Bhattacharya (2009) studies inference on the value of a linear program.
The *population problem* is given by

$$
\max_p \gamma' p \text{ subject to } Ap = \gamma, p \geq 0.
$$
Here, we have $m$ decision variables collected in the vector $p$.

The analogous *sample problem* is given by 
$$
\min_p \hat{\gamma}' p \text{ subject to } Ap = \gamma, p \geq 0.
$$
The only difference is that $\gamma$ is treated as estimated by an estimator $\hat{\gamma}$.
Importantly, all other constraints are nonrandom. That is, the polyhedron $P$ over which we maximize is non-random. 

In linear programs, if there is a solution, it is attained at an extreme point of the constraint set $P$.
Informally, extreme points of $P$ are points in $P$, which are not attainable as a convex combination of any two other distinct points. 
For example, if $P=[0,1]^2$, the extreme points are the set $\{(0,0), (1,0), (0,1), (1,1)\}$.

These extreme points correspond to the basic solutions of a linear program. 
Further, if the program has a solution it is attained at one of the *feasible* basic solutions.

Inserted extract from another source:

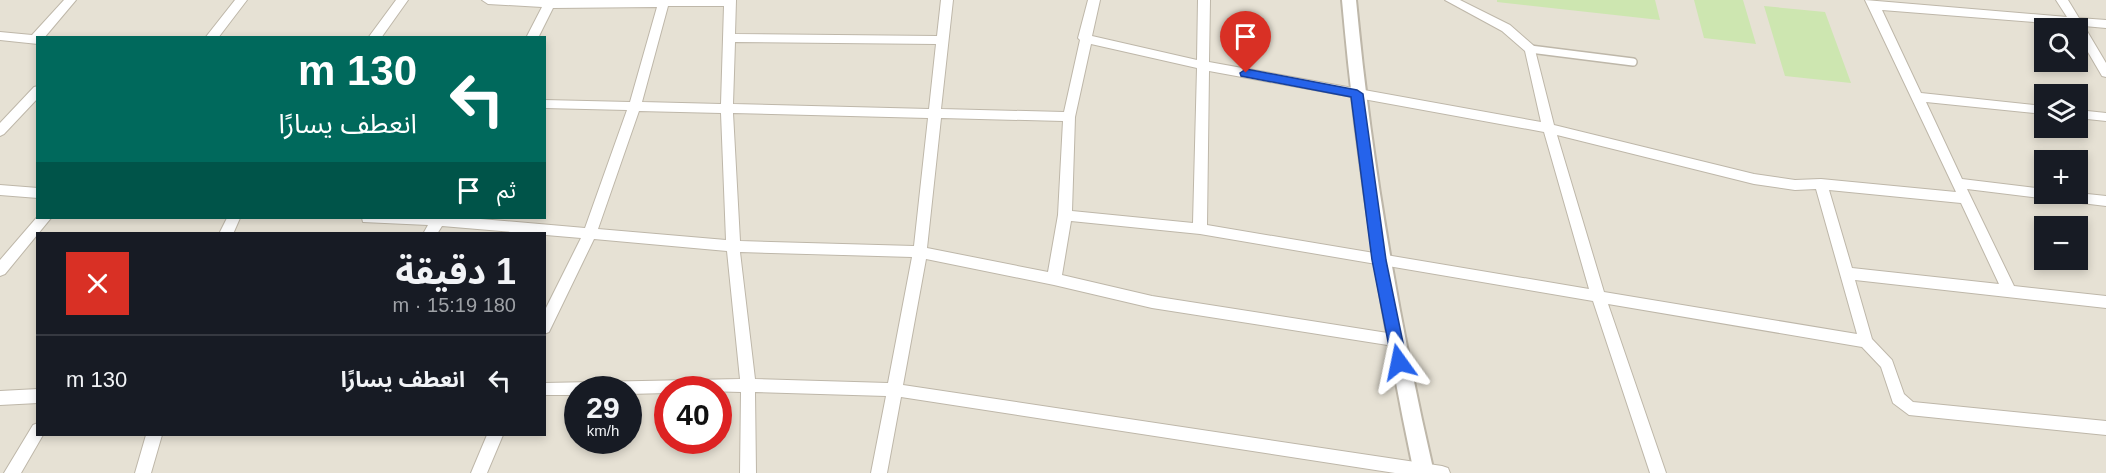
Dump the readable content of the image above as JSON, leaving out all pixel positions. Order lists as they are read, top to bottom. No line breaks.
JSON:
{"page":{"map_buttons":["+","−"],"turn":["130 m","انعطف يسارًا"],"then":"ثم","heading":["1 دقيقة","180 m · 15:19"],"list":[{"name":"انعطف يسارًا","value":"130 m"}],"speed":"29 km/h","limit":"40"}}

Denote the set of *feasible* basic solutions by $S = \{z_1, \ldots, z_{|S|}\}$.
We have $|S| \leq {m \choose M}$, where $m$ are the number of decision variables and $M$ is the number of equality constraints.

<small>
The bound follows from the requirement that at every basic solution m-M linearly independent constraint need to be active (and the symmetry of the binomial coefficient).
</small>

Hence, if we know $S$ we can simply think of maximizing over the finite set $S$.

## Distribution Theory

The main result is given in propositions 3 and 4.

We assume 
$$
\sqrt{n}(\hat{\gamma} - \gamma) \to_d w = O_p(1)
$$
and denote the set of optimal solutions as 
$$
\Theta_0 = \{z| z \in S, \gamma'z = v\}
$$
which is finite and has $J$ elements, so $\Theta_0 = \{z_1, \ldots, z_J\}$.


**Proposition 3** Assume $\sqrt{n}(\hat{\gamma}-\gamma)\to_d w$ and that elements of $\hat{\gamma}$ are bounded with probability 1. Then
$$
\sqrt{n}(\hat{v} - v) = \max_{z\in\Theta_0}\{w'z\} + o_p(1) = \max_{1\leq j\leq J}\{w'z_j\} + o_p(1).
$$

Note this distribution is not pivotal: it depends on an unknown parameter, namely the set of optimal solutions $\Theta_0$.
Proposition 4 then states that we can instead use an estimator of this set given by
$$
\hat{\Theta}_n = \{z^* \in S: \hat{\gamma}'z^* \geq \max_{z\in S} \hat{\gamma}'z - c_n\}
$$
So these are all basic solutions which attain a similar sample value up to some tolerance.
$c_n > 0$ is a tuning parameter and needs to be chosen by the researcher. 
The asymptotic theory requires $\sqrt{n}c_n \to \infty$ and $c_n \to 0$.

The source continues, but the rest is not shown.